By taking a few financially strategic steps in the meantime, you can do your best to expedite the credit building process:
Getting a Credit Card
Using credit cards to build credit can move things along faster because of the speed with which card issuers report payment and balance information to the major credit bureaus. Thus, just by making and paying off a few credit card purchases per month, you’ll be building up your credit history and seeing positive changes in your credit report.
Paying Off a Loan
Whether you have existing student loans, a personal loan or another type of installment loan, adding a level of diversity to your credit mix can be an effective way to build your credit from scratch. As with credit cards, making on-time payments will keep boosting your credit score. You can even consider a co-signer if you’re unable to acquire the loan with your current credit status.
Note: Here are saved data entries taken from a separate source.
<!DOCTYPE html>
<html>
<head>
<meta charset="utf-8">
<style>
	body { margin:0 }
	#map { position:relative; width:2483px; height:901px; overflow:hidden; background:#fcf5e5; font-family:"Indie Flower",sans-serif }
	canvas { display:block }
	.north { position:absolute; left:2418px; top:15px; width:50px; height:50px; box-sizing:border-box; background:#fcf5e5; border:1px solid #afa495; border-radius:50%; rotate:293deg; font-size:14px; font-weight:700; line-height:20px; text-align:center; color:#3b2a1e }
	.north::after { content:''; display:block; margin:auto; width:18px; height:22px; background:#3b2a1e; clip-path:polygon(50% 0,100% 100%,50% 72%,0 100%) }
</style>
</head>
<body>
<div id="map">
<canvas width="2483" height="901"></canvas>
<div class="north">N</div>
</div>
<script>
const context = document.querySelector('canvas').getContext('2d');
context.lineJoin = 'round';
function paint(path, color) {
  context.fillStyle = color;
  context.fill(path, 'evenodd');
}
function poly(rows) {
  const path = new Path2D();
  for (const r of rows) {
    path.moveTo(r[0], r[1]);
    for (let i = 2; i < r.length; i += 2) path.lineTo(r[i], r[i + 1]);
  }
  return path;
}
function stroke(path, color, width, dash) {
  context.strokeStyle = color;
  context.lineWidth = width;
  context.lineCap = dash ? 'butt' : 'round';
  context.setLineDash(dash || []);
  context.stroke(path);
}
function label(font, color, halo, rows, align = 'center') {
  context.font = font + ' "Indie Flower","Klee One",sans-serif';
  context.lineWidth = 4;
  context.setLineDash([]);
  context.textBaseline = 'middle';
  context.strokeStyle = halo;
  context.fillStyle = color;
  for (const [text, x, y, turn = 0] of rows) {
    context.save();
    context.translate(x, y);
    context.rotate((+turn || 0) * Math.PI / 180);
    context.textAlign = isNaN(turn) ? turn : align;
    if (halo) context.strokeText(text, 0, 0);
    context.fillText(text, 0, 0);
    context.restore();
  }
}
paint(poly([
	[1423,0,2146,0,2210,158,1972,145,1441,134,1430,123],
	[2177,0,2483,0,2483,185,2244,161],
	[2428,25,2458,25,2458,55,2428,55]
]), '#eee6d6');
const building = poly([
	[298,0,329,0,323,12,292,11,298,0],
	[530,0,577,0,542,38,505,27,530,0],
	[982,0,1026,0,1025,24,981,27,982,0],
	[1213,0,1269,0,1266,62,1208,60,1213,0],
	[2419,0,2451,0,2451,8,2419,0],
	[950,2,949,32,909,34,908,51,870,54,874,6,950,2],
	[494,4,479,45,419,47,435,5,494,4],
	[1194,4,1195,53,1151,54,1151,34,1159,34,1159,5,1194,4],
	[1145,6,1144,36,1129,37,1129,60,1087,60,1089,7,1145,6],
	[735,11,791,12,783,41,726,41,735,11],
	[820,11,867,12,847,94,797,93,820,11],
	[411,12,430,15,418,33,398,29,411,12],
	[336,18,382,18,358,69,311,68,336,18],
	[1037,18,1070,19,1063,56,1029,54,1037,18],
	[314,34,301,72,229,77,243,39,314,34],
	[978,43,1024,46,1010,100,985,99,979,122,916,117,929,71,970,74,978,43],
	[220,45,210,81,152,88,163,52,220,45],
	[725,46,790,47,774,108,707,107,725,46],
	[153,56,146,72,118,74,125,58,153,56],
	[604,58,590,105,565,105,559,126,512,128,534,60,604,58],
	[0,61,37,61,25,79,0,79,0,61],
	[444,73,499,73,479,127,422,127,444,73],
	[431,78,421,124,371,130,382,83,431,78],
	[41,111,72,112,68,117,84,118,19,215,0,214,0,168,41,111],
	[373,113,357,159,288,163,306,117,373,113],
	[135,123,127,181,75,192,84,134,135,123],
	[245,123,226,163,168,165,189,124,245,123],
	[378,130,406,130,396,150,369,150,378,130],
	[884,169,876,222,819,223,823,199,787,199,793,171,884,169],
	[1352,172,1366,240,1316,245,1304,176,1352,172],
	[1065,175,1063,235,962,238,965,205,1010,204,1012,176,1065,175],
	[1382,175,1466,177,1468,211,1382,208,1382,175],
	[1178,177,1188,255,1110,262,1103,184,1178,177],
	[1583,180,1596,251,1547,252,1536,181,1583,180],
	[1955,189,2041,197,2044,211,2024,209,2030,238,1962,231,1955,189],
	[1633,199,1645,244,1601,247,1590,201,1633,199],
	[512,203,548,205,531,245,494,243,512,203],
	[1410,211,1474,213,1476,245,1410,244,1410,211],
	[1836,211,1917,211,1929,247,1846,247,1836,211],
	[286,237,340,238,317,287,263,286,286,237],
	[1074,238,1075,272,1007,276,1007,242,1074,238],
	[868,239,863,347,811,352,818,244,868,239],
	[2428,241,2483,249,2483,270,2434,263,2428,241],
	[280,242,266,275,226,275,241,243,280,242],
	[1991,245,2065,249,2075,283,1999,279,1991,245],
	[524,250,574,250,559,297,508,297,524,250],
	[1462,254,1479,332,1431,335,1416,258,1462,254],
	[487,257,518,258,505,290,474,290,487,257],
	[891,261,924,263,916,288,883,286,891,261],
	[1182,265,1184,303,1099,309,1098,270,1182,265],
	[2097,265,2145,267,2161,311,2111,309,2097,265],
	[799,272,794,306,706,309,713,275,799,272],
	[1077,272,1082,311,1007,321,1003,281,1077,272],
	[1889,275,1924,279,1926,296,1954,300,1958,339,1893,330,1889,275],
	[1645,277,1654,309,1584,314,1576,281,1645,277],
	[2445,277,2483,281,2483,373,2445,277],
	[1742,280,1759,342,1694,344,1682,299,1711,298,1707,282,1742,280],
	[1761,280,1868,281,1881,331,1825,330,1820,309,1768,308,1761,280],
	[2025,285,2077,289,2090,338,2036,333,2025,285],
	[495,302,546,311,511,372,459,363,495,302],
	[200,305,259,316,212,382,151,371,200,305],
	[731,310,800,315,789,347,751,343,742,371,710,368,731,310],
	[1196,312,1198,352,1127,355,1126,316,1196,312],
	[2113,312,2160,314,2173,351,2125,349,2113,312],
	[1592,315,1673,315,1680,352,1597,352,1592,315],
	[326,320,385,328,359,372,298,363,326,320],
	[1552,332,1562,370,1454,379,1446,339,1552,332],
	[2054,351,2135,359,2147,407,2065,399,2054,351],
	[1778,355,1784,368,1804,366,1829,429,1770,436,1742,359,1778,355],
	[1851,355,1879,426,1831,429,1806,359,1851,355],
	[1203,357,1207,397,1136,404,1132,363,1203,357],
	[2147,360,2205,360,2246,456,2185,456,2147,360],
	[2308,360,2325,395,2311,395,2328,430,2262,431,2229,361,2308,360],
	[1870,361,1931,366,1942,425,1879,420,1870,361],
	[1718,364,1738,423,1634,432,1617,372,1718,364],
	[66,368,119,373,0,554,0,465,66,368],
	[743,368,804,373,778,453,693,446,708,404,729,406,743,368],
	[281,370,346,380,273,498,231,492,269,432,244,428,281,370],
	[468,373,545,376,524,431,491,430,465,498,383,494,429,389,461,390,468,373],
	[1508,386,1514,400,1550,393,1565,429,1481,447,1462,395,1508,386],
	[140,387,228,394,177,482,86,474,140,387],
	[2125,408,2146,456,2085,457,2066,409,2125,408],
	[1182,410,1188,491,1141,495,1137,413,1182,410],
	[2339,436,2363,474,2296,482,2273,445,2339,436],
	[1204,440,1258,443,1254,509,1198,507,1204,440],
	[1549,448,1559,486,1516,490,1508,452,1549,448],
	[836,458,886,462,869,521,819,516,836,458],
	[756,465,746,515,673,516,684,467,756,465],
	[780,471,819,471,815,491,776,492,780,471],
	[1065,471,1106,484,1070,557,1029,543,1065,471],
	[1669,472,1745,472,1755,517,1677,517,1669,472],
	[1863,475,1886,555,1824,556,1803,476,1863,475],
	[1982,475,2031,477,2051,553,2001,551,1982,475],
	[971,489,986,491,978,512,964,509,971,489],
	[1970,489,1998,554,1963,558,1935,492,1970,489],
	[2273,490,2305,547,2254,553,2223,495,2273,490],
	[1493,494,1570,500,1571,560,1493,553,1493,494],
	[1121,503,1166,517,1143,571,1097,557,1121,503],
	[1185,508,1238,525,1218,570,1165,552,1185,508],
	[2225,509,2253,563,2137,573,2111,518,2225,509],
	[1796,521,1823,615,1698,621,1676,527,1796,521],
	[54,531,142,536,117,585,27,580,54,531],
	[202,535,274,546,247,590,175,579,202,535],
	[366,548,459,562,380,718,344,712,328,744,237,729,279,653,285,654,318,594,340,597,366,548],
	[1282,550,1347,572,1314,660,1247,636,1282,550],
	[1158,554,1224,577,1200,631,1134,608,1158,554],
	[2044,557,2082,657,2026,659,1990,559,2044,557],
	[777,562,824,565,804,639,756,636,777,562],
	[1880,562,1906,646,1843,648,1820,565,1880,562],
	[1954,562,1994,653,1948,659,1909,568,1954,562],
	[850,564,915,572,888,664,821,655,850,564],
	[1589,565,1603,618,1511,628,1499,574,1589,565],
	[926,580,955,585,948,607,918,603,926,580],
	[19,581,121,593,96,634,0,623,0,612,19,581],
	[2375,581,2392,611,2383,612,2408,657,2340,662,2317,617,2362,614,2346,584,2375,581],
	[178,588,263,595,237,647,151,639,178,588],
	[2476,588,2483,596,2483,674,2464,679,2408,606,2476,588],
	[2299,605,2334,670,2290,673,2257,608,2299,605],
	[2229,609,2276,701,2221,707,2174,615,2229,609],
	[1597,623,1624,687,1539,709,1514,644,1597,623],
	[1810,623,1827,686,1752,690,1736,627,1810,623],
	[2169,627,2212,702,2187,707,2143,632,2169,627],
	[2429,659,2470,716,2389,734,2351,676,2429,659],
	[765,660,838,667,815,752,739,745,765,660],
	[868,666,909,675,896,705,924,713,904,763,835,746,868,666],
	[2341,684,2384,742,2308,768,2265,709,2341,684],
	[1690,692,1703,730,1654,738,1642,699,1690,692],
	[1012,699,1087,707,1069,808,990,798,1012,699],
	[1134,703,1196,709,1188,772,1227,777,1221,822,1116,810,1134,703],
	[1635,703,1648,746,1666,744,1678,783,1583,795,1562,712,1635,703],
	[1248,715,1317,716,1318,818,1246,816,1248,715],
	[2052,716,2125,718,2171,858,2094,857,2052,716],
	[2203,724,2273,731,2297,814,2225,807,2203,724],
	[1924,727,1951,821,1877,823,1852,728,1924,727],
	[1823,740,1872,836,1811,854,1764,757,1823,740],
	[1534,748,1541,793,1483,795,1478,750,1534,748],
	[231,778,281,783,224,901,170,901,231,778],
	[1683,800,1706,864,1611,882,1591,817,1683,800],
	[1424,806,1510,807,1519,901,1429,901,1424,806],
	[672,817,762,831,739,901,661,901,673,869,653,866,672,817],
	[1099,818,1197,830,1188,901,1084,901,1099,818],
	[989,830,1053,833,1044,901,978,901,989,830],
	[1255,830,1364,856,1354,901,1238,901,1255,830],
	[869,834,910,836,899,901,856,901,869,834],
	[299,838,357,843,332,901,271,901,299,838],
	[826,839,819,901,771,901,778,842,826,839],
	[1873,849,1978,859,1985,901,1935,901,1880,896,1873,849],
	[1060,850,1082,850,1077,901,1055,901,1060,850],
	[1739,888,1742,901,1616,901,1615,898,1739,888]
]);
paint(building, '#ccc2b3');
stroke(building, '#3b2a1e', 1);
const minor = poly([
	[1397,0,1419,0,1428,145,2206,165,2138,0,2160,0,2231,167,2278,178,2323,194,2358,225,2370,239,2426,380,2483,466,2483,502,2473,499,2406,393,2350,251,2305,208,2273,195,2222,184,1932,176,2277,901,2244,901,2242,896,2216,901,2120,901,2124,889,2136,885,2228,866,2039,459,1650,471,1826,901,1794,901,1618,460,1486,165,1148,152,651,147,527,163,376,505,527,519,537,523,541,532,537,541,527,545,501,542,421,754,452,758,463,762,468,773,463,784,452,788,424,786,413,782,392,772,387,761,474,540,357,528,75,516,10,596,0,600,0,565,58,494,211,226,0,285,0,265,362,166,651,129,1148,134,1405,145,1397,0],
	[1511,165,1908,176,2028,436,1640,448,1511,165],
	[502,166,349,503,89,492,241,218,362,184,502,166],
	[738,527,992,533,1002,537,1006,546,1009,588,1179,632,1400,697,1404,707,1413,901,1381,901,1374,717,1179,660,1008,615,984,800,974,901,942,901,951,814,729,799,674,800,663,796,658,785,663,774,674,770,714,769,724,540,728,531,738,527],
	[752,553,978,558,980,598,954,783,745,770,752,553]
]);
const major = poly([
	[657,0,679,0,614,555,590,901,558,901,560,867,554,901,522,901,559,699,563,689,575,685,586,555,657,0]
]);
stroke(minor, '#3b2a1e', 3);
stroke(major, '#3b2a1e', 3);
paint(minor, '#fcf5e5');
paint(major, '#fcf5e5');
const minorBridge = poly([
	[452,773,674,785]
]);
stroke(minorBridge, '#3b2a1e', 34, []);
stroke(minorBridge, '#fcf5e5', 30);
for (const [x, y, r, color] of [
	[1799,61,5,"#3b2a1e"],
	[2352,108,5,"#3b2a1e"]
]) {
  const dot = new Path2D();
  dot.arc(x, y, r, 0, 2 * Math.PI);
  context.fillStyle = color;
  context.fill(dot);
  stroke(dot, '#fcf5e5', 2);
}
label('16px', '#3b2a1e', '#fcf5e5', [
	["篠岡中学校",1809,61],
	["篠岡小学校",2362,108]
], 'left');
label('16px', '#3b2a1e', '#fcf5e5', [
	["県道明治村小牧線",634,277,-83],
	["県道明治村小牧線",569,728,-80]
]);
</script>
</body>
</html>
Becoming an Authorized User
Another credit-building strategy you could try is to become an authorized user on someone else’s account, like a parent or spouse. It offers you the perks of their good credit and, even though it won’t have the same impact as your own line of credit, it still helps. Make sure the person you're considering has good credit and accounts that are in good standing.
5. Make Your Payments on Time
Since the single most important factor in your credit score is your payment history, it’s essential to get into the healthy financial habit of making payments on time. Just one late payment 30 days past due can linger on your credit report for seven years.
There’s a lot left to accomplish in this amazing post-college life, and it’s much easier to prove the best really is yet to come with a credit history that helps you do the things you always dreamed of. Probably not many college students think about how to build credit while in college, but it's time to start thinking about it when those first post-college paychecks start rolling in.